- Opening Delimiter -

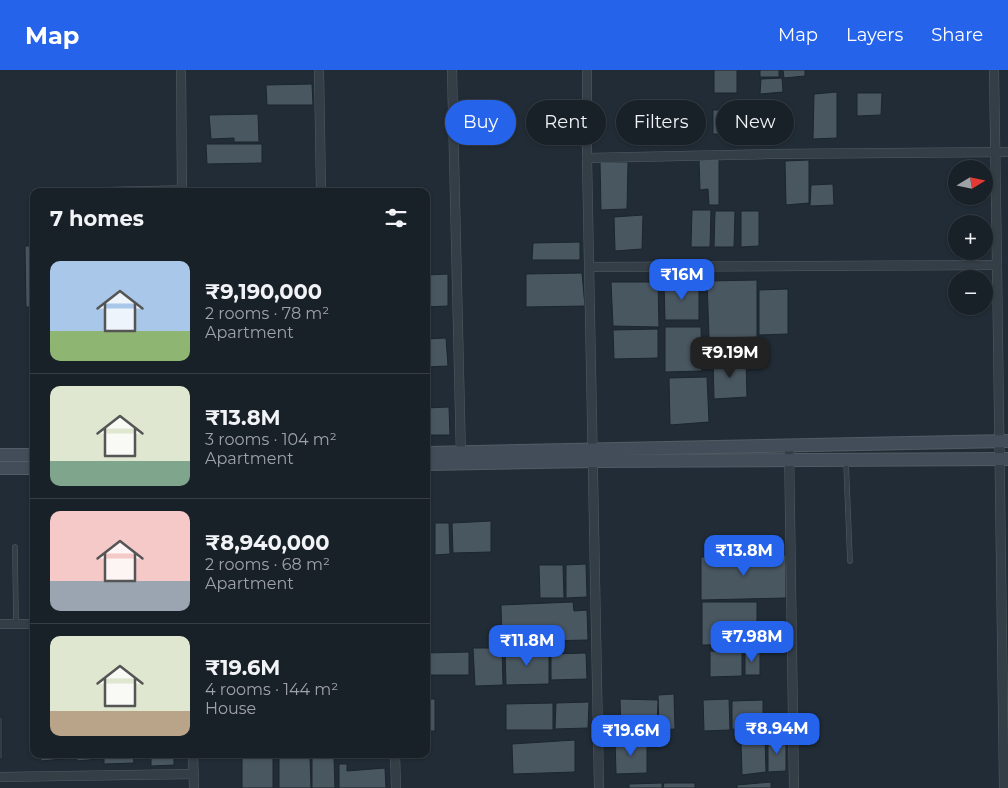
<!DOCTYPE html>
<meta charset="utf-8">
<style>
body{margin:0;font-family:Montserrat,sans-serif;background:#262e34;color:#f1f3f6;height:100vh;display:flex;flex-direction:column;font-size:19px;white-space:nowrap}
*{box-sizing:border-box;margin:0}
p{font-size:16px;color:#9fa3a8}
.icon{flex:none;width:28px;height:28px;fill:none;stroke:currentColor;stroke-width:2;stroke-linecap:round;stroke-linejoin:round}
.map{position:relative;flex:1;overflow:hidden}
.details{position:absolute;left:30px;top:118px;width:400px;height:570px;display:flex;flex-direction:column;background:#192128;border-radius:10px;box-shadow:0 1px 4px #0004,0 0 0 1px #373e45}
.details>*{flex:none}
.hud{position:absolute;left:445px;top:30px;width:475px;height:45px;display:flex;gap:10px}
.needle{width:32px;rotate:80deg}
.controls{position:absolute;left:948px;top:90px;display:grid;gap:10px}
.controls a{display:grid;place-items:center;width:45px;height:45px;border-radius:50%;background:#192128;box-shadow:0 1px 4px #0004,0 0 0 1px #373e45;font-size:25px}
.price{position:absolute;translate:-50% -42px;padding:0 11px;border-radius:10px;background:#2563eb;color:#fff;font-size:16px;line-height:32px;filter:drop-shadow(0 1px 2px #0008)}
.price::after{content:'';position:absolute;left:50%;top:30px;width:15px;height:11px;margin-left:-8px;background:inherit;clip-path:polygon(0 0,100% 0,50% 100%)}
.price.selected{background:#222;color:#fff}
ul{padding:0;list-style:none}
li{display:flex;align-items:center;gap:15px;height:125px;padding:0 20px}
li+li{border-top:1px solid #373e45}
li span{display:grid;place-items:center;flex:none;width:140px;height:100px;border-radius:10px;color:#555}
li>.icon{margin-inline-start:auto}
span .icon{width:60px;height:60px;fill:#fffc;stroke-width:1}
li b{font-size:21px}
h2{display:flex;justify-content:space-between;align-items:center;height:60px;padding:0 20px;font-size:21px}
.chip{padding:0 18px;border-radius:22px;background:#192128;box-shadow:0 1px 4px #0004,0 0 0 1px #373e45;font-size:18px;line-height:45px}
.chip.selected{background:#2563eb;color:#fff}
header{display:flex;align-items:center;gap:30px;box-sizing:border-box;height:70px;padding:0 25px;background:#2563eb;color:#fff}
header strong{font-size:24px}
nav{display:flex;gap:28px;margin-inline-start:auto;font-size:18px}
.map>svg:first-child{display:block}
.building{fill:#495761;stroke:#1c252d}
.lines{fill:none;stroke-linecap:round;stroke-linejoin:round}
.lane-casing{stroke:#525c64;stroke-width:5.5}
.street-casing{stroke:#525c64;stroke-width:10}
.secondary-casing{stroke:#525c64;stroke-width:14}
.lane{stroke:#343e46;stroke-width:4.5}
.street{stroke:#343e46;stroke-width:9}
.secondary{stroke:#424d59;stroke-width:12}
</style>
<header>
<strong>Map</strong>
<nav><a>Map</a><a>Layers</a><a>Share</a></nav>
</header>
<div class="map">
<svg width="1008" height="718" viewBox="0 0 1008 718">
<rect width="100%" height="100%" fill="#212c36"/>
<!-- building -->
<g class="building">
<rect x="714" y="0" width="23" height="23"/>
<rect x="760" y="0" width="19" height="7"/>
<path d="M783,0H805V6L784,8Z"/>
<path d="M782,8L783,22L760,24L761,9Z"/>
<path d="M312,14L313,35H267L266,15Z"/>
<path d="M837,22V68L813,69L814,24Z"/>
<path d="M857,23H882L881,45L857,46Z"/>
<rect x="713" y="40" width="18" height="24"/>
<path d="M258,44L259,72H234V68L211,69L209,45Z"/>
<path d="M206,74H262V93L207,94Z"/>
<path d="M719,89V135H709L708,119L700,120L699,90Z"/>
<path d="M809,90V133L786,135L785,91Z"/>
<path d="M600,92H628L627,139L601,140Z"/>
<path d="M833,114L834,135L810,136L811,115Z"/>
<path d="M692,140H711L710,177H691Z"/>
<path d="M715,141H735L734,177H714Z"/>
<path d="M741,141H759V176L741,177Z"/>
<path d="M643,145L642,179L615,181L614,147Z"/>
<path d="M580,172V190H532L533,173Z"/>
<path d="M25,176H34V237H26Z"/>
<path d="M582,203L585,236L526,237V204Z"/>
<path d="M448,204V236L426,237V205Z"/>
<path d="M757,210V267L709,268L707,211Z"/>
<path d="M611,212H658L659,257L613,256Z"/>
<path d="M664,213H699V250H665Z"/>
<path d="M788,219V264L759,265V220Z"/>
<path d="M665,257H701L702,301L665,302Z"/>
<path d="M658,259V288L614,289L613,260Z"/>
<path d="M446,268L448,296L426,297V269Z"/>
<path d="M713,289H746L747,327L714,329Z"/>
<path d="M707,307L709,352L670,355L669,308Z"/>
<path d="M449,337L450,365H426V338Z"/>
<path d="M491,451V482L453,483L452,453Z"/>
<path d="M435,453H449L450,484L435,485Z"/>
<path d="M31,477H34V542H32Z"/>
<path d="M786,485V528L701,530V487Z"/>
<path d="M586,494L587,527L566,528V495Z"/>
<path d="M539,495H563L564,528H540Z"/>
<path d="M573,532L574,541L587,540L588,570L502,572L501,535Z"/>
<path d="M702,532H757V574L702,575Z"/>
<path d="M473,578H502L503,615L475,616Z"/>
<path d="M549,580V614L506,615L505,581Z"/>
<path d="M710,581L742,582V606L710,607Z"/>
<rect x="745" y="581" width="15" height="24"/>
<path d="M469,582V605H427L426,583Z"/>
<path d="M586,583L587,609L551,610V584Z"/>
<path d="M674,624L675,659L659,660L658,625Z"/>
<rect x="426" y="629" width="9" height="32"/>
<path d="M620,629L658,630L657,658H621Z"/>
<path d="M729,629L730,660L704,661L703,630Z"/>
<path d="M763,630V660L732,659V631Z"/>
<path d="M589,632L588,658L555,659L556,633Z"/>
<path d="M553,633V660H506V634Z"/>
<rect x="0" y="647" width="2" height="42"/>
<path d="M786,668V701L768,702V669Z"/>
<path d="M765,669L766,702L742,705L741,671Z"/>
<path d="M575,670V702L513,704L512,674Z"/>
<path d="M615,670H647V703L616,704Z"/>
<path d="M40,684H63V689L41,691Z"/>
<path d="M77,684H99V689L77,691Z"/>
<path d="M104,684H133L134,693L104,694Z"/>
<path d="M151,684H174V695L151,696Z"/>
<path d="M242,686L273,687V718H242Z"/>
<path d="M310,687L311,718H279V688Z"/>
<path d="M312,688H334L335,718H312Z"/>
<path d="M339,694H347V701L385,698L386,718H339Z"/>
<path d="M771,712V718H737V715Z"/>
<path d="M662,713V718H629V714Z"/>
<path d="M664,713H695V718H663Z"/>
</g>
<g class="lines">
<!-- lane casing -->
<g class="lane-casing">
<g id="lane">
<path d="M52,121L182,118"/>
<path d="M846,391L850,491"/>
<path d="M15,477L16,554"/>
</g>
</g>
<!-- street casing -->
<g class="street-casing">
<g id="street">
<path d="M181,0L182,121"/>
<path d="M319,0L321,121"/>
<path d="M452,0L461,387"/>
<path d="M587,0V88L599,718"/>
<path d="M994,0L997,195L1004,718"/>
<path d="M587,88L770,84L1008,82"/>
<path d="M589,197L997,195"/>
<path d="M789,375L794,718"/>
<path d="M0,554H34"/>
<path d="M193,684L194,718"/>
<path d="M395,684L396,718"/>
<path d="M0,707L194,704"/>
</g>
</g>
<!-- secondary casing -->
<g class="secondary-casing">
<g id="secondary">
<path d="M426,383L1008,371"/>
<path d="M0,385H34"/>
<path d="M426,394L593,391L1008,389"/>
<path d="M0,398H34"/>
</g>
</g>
<!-- lane -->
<use href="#lane" class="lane"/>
<!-- street -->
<use href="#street" class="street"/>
<!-- secondary -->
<use href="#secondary" class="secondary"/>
</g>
</svg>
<div class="controls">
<a><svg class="needle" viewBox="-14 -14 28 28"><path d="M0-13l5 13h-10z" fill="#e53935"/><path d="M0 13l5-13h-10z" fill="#9fa3a8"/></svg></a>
<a>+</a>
<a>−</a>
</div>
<b class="price" style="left:682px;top:231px">₹16M</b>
<b class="price selected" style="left:730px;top:309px">₹9.19M</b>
<b class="price" style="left:744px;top:507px">₹13.8M</b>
<b class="price" style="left:752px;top:593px">₹7.98M</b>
<b class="price" style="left:527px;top:597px">₹11.8M</b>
<b class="price" style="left:777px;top:685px">₹8.94M</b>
<b class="price" style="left:631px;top:687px">₹19.6M</b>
<div class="hud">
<a class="chip selected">Buy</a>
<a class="chip">Rent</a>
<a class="chip">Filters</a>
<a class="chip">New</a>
</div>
<section class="details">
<h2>7 homes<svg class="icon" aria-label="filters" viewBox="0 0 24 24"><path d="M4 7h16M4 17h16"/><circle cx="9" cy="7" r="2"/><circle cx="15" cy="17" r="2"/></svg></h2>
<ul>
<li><span style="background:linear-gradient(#a9c7e8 70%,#8fb573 0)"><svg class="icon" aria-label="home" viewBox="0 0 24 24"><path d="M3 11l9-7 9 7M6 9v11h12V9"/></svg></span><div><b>₹9,190,000</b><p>2 rooms · 78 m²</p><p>Apartment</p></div></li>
<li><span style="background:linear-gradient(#dfe7d0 75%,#7fa58c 0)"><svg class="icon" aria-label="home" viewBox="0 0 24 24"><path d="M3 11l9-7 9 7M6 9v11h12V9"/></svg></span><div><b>₹13.8M</b><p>3 rooms · 104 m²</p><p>Apartment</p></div></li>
<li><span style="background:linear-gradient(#f6c9c9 70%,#9aa5b1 0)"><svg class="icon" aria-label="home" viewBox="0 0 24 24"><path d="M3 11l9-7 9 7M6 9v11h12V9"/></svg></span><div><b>₹8,940,000</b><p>2 rooms · 68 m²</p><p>Apartment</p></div></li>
<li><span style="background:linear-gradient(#dfe7d0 75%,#b9a48a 0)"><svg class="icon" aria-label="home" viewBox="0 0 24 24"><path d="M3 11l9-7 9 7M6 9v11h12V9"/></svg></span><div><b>₹19.6M</b><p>4 rooms · 144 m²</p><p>House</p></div></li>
</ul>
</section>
</div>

- Closing Delimiter -

YOUR TASK> Look through the entries. Copy out each line with "linecap" in it.

EXPECTED ANSWER>
.icon{flex:none;width:28px;height:28px;fill:none;stroke:currentColor;stroke-width:2;stroke-linecap:round;stroke-linejoin:round}
.lines{fill:none;stroke-linecap:round;stroke-linejoin:round}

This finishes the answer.